You have determined that your SMB or non-profit organization is ready for the sea change in its culture that performance excellence can require.

The key to successfully transforming your non-profit into a performance excellence organization is that management – which includes middle management through the Board of Directors – must buy-in and support it with actions and resources and not just lip service.

Management cannot wave a magic wand and declare the organization to now have a performance excellence culture.  They must demonstrate their commitment to the changes that are coming by walking the talk.  If the organization has a history of management repeatedly “implementing” the latest business management fad (management by objective, management by walking around, Baldrige Award, etc.), they may well react with “Oh no here we go again, another flavor of the month.”  Everyone in the organization must understand that this is a process that takes a long time to complete, that management is aware of this and that they are going to stay the course.

Leading by example is the one of the best ways for management to show the organization that they are serious about change.  In 1983 Corning Incorporated (then Corning Glass Works) introduced Total Quality Management.  To train the employees, they created a Quality University that every employee had to attend.  To demonstrate their commitment to TQM, the first employees to go through the university were the CEO, Vice Chairman, CFO and the three presidents.  30 years later, Corning’s management still openly demonstrates its support for performance excellence.

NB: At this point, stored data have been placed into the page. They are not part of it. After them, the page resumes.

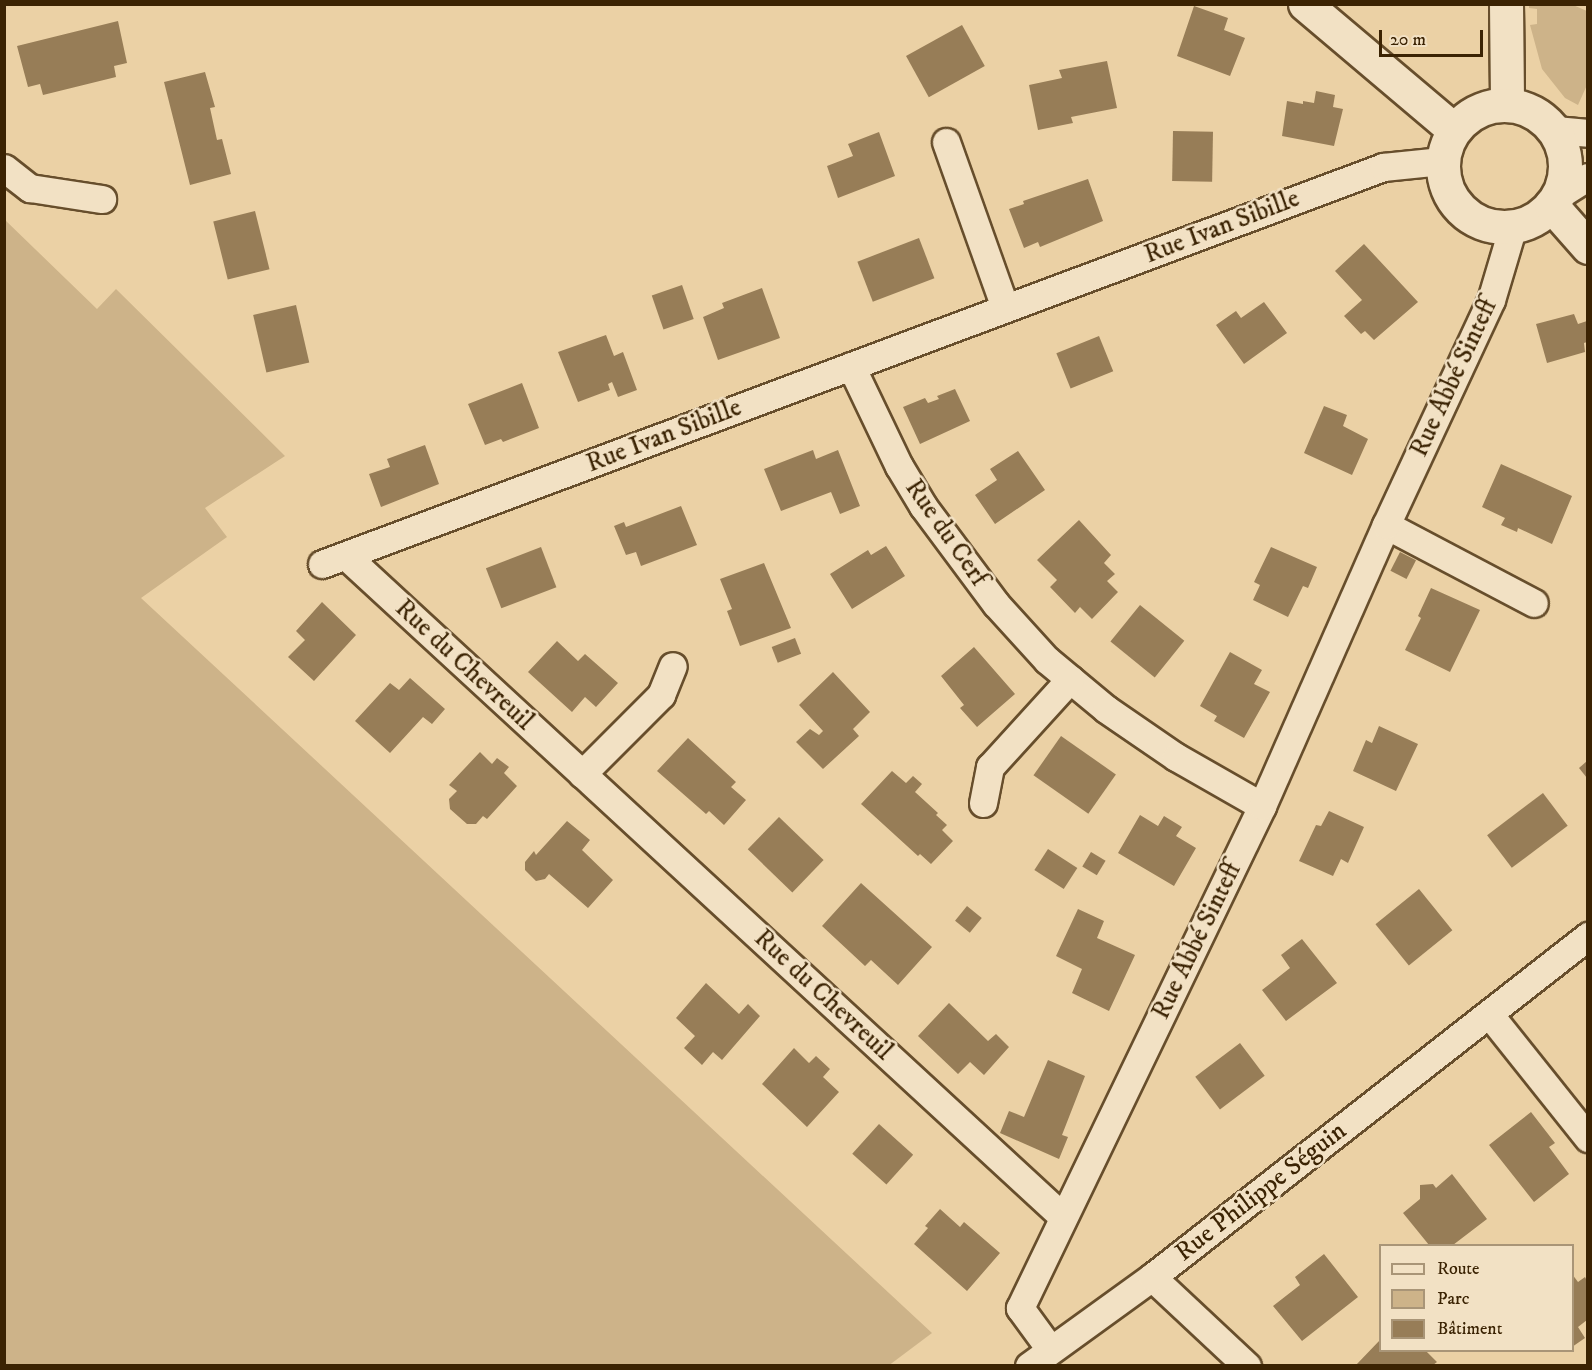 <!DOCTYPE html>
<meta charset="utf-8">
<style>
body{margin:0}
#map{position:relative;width:1592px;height:1370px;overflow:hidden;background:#ebd1a5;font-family:"IM FELL DW Pica",serif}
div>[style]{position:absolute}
.green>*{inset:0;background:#cdb389}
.building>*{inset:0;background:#977d57;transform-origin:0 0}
.roads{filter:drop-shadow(2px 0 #674e2c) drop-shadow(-2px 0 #674e2c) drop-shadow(0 2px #674e2c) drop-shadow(0 -2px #674e2c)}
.minor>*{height:27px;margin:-13.5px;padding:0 13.5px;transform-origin:13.5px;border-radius:13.5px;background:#f2e1c4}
.tertiary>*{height:33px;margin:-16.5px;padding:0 16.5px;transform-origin:16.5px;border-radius:16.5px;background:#f2e1c4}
.tertiary>.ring{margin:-16.5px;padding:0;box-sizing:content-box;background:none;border:33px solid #f2e1c4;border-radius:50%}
span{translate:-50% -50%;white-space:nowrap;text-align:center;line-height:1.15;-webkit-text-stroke:5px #f2e1c4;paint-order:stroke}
.street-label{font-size:26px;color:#3b2303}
.frame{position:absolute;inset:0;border:6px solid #3b2303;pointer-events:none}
.legend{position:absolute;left:1379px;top:1244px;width:195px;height:108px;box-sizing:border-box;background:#f2e1c4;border:2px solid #a99577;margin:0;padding:8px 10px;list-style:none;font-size:18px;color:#3b2303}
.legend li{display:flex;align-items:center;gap:12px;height:30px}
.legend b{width:30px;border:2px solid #a99577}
.scale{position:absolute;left:1379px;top:30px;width:104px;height:27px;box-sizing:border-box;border:3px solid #3b2303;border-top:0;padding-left:8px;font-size:18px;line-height:21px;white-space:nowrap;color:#3b2303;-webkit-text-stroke:4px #f2e1c4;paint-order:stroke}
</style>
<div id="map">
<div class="green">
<div style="clip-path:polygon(1573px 5px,1587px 11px,1587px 85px,1578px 105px,1565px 98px,1542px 69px,1530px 25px,1537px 24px,1537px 9px,1529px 8px,1529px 5px)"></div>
<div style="clip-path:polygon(4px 219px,97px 309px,116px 289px,285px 456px,205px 508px,227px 537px,141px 598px,932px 1333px,888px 1366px,5px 1365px)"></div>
</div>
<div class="building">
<div style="clip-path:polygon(1194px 6px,1228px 18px,1224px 30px,1245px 38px,1230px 76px,1177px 56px)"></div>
<div style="clip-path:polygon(118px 21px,127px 63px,114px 66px,116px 77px,43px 95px,40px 84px,28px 87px,17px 46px)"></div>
<div style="left:962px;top:25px;width:47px;height:64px;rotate:61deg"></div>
<div style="clip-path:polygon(1107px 61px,1117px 108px,1071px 117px,1073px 123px,1038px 130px,1029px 85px,1062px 78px,1059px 70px)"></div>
<div style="clip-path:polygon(205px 72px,215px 107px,210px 108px,217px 140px,222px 139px,231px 174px,190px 185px,164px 82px)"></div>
<div style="clip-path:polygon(1316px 91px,1335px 95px,1333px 107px,1343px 109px,1334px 146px,1282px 136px,1287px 101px,1303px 104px,1303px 101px,1314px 103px)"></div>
<div style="left:1173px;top:131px;width:40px;height:50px;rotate:1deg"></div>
<div style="clip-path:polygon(879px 132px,895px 176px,838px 198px,827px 166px,853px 156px,848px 144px)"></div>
<div style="clip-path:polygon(1088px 179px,1103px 221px,1040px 247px,1038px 242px,1024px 248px,1009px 209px,1024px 204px,1023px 201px)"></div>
<div style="left:255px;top:211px;width:60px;height:43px;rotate:76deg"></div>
<div style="left:919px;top:238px;width:43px;height:66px;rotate:69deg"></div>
<div style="clip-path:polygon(1364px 244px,1418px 302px,1374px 340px,1365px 331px,1361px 334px,1344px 316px,1362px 300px,1335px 271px)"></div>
<div style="left:682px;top:285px;width:36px;height:32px;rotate:71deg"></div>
<div style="clip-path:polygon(762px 288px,780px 338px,718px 360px,703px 317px,724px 308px,722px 303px)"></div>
<div style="clip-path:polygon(1264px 302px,1287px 333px,1244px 364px,1216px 325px,1236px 311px,1241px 318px)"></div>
<div style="left:296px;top:305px;width:59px;height:44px;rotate:77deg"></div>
<div style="clip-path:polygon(1574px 314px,1578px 324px,1587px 321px,1587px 342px,1584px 343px,1585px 352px,1547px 363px,1536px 324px)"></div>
<div style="clip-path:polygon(606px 335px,614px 356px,623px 352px,637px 390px,618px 397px,612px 382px,608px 384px,610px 390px,578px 402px,558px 352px)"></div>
<div style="left:1099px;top:336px;width:38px;height:46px;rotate:68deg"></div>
<div style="clip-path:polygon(522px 383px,539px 428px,503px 442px,501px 439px,485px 445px,468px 404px)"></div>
<div style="clip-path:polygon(955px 389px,970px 421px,920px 444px,903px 407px,925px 398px,928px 403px,939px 399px,937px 396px)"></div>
<div style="clip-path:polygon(1324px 406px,1347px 415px,1343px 426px,1368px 439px,1352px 475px,1304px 453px)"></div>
<div style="clip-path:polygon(425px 445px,439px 484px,381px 507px,369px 474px,390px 467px,387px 459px)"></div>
<div style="clip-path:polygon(813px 450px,816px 459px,838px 450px,860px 506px,840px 514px,831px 492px,781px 511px,764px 469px)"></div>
<div style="clip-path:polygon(1018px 451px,1045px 490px,995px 524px,975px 495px,997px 480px,990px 469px)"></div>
<div style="clip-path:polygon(1501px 464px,1572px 496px,1552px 544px,1518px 528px,1517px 532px,1501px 525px,1505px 518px,1482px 507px)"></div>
<div style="clip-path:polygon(681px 506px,697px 545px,641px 566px,636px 552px,626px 555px,614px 526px,624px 522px,626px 527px)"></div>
<div style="clip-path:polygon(1079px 520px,1111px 555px,1104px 563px,1115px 574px,1107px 581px,1118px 592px,1092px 619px,1080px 607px,1075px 613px,1050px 587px,1057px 580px,1037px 560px)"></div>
<div style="clip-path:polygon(886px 546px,905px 576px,852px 609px,830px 574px,868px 550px,871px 555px)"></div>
<div style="left:541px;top:547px;width:43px;height:59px;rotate:69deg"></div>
<div style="clip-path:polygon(1271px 547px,1317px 567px,1308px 588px,1303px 586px,1288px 617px,1253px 600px,1260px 585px,1254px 582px)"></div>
<div style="left:1400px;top:552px;width:18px;height:21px;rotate:27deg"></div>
<div style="clip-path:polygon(764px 563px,791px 628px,740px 646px,727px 611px,732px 609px,720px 579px)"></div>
<div style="clip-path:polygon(1431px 588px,1480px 610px,1450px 672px,1405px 650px,1421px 618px,1418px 616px)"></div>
<div style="clip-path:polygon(322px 602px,356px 635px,314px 681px,288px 657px,305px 640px,296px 631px)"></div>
<div style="left:1140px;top:605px;width:57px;height:47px;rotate:39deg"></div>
<div style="left:795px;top:638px;width:17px;height:25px;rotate:69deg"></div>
<div style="clip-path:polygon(557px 641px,578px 661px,585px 654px,618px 683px,596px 707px,585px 697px,572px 712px,528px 672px)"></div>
<div style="clip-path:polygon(974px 647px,1015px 694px,977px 727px,960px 708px,964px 705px,941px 676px)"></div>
<div style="clip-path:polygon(1230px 652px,1262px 670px,1254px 684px,1270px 692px,1244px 738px,1214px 721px,1217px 716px,1200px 706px)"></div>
<div style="clip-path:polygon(833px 672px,870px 712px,853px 729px,859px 736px,823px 769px,796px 742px,810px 729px,819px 735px,823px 731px,799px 705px)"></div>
<div style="clip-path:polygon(410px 678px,445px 709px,432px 724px,423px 717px,390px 753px,355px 721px,390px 683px,399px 690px)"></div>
<div style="clip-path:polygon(1379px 726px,1418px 744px,1396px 791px,1353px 771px,1366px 740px,1372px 743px)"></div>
<div style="left:1061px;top:736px;width:67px;height:48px;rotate:35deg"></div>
<div style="clip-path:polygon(688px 738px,736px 782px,731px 787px,746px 800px,724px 825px,709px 811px,706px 814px,657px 771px)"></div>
<div style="clip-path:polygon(480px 752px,492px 764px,497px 758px,509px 767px,504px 773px,517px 786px,487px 819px,483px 816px,476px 824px,467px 824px,450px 809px,449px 799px,457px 791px,449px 785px)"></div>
<div style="clip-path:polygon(1587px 761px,1587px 778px,1579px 768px)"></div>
<div style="clip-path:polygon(892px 771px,906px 783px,913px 776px,922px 784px,915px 792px,938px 813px,936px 815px,947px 825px,942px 830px,953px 841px,931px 864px,920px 854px,918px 856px,861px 804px)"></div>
<div style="left:1543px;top:793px;width:41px;height:70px;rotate:53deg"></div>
<div style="clip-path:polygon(1329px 811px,1364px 827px,1348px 863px,1341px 859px,1333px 876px,1299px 861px,1316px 825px,1321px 826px)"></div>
<div style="clip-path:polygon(1140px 815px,1158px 826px,1164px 816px,1182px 827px,1176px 836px,1196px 848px,1174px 886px,1118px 853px)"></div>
<div style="left:779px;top:817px;width:62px;height:45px;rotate:44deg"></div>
<div style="clip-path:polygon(567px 821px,590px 840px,582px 850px,613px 880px,588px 908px,549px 874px,545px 879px,536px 881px,525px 870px,525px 862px,534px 851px,536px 855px)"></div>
<div style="left:1048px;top:849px;width:35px;height:25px;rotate:33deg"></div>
<div style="left:1091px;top:852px;width:17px;height:17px;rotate:31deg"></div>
<div style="clip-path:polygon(861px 883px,932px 947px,898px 985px,871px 960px,865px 966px,822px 926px)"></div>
<div style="left:1419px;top:889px;width:53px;height:56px;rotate:51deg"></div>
<div style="left:967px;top:906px;width:19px;height:19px;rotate:39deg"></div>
<div style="clip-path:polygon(1078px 909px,1104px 921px,1097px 938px,1135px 955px,1109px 1011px,1072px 993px,1082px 969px,1056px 956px)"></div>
<div style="clip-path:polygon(1302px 939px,1337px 983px,1286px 1021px,1262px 990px,1290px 968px,1281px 955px)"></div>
<div style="clip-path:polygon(706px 983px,739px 1014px,748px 1004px,760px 1016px,722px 1060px,713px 1052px,702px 1065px,684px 1048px,695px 1036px,676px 1018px)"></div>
<div style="clip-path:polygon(949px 1003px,988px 1041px,996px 1034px,1009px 1047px,984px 1075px,970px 1062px,958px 1074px,918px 1036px)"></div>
<div style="left:1240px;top:1043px;width:41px;height:56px;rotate:53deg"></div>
<div style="clip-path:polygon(794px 1048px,809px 1063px,816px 1056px,830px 1069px,823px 1077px,839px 1092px,807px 1127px,762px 1084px)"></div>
<div style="clip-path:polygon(1048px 1060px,1085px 1076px,1062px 1135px,1068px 1137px,1059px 1159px,1000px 1133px,1009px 1111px,1024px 1117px)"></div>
<div style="clip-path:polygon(1531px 1112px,1555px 1143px,1549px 1147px,1569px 1174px,1534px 1202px,1489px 1145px)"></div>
<div style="left:879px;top:1124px;width:46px;height:40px;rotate:42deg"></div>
<div style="clip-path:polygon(1452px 1174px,1487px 1219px,1453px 1245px,1429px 1245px,1403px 1213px,1420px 1199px,1420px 1185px,1433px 1184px,1436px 1188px)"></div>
<div style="clip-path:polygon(940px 1209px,960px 1227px,964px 1222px,1000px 1253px,967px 1291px,914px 1244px,928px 1228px,925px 1226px)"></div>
<div style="clip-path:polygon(1324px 1254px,1358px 1297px,1302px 1341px,1273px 1306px,1300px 1285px,1295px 1277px)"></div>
<div style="clip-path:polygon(1572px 1274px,1578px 1282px,1585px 1277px,1587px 1281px,1587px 1320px,1578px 1327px,1585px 1338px,1572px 1347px)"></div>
<div style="clip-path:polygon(1380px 1340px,1380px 1350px,1425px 1350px,1437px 1362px,1433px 1365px,1356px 1365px)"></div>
</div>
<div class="roads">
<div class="minor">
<div style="left:1555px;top:130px;width:33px;rotate:5deg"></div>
<div style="left:946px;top:142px;width:176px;rotate:70.4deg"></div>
<div style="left:4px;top:168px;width:33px;rotate:38deg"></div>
<div style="left:30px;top:188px;width:73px;rotate:8.7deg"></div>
<div style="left:1557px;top:196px;width:36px;rotate:-32deg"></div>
<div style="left:851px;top:366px;width:111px;rotate:64.4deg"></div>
<div style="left:899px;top:466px;width:47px;rotate:59deg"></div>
<div style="left:923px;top:506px;width:122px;rotate:53.3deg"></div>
<div style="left:996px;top:604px;width:76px;rotate:47.7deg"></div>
<div style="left:1047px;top:660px;width:77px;rotate:39.7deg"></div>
<div style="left:1106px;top:709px;width:85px;rotate:34.4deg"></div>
<div style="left:1176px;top:757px;width:99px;rotate:29.7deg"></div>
<div style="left:1386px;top:525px;width:167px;rotate:27.8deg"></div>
<div style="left:346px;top:556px;width:975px;rotate:42.67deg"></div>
<div style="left:322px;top:564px;width:1133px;rotate:-20.51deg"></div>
<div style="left:1383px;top:167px;width:59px;rotate:-5.8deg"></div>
<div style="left:582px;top:774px;width:112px;rotate:-45deg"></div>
<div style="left:661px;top:695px;width:31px;rotate:-68deg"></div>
<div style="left:983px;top:803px;width:37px;rotate:-79deg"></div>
<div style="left:990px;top:767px;width:119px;rotate:-47.7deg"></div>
<div style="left:1489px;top:1014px;width:159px;rotate:51.4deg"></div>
<div style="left:1152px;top:1277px;width:130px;rotate:43.1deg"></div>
<div style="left:1050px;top:1349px;width:51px;rotate:-126.2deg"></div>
<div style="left:1020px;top:1308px;width:557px;rotate:-64.26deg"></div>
<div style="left:1262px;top:806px;width:307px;rotate:-66.2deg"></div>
<div style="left:1386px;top:525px;width:248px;rotate:-65deg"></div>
<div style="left:1491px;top:300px;width:77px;rotate:-73.4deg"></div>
<div style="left:1029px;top:1366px;width:152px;rotate:-35.9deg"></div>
<div style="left:1152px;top:1277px;width:554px;rotate:-38.03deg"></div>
</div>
<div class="tertiary">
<div style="left:1305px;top:4px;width:195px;rotate:40.2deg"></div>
<div style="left:1506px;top:4px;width:100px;rotate:89.4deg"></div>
<div class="ring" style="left:1443px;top:105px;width:89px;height:89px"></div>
<div style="left:1551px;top:205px;width:56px;rotate:48.6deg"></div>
</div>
</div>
<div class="street-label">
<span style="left:1222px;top:227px;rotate:-21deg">Rue Ivan Sibille</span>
<span style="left:1454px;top:378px;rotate:-65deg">Rue Abbé Sinteff</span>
<span style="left:664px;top:436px;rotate:-21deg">Rue Ivan Sibille</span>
<span style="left:946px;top:533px;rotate:55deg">Rue du Cerf</span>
<span style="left:464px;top:665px;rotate:43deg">Rue du Chevreuil</span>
<span style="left:1197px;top:941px;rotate:-64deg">Rue Abbé Sinteff</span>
<span style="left:823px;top:995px;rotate:43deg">Rue du Chevreuil</span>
<span style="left:1261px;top:1192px;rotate:-38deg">Rue Philippe Séguin</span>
</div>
<div class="frame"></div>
<ul class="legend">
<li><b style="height:8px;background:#f2e1c4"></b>Route</li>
<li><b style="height:16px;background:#cdb389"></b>Parc</li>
<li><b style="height:16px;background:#977d57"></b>Bâtiment</li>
</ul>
<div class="scale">20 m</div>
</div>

Even with management’s support, you must have the support of the employees also.  They must be enabled and empowered to change the culture.  They need to have the resources necessary to be able to actually transform the culture.  These resources include training, tools and the environment that will provide employees with the ability to transfer management’s intent into real results.   Training and tools are something that management can buy and provide to the employees.  But the environment for successfully utilizing these resources must be created internally by management.  If you invest the resources of time and money into training the employees and then release them into the same old work environment, you will have wasted your efforts.

In my experience when it comes to change management, the basic approach to take is change people or change people. If you are confronted with an individual who just rejects the changes, you have to either change their attitude towards the new ways or replace them (let them go).  Neither of these is simple to accomplish.  Be prepared to have the necessary processes and resources in place to handle the situation when it comes up and it will come up.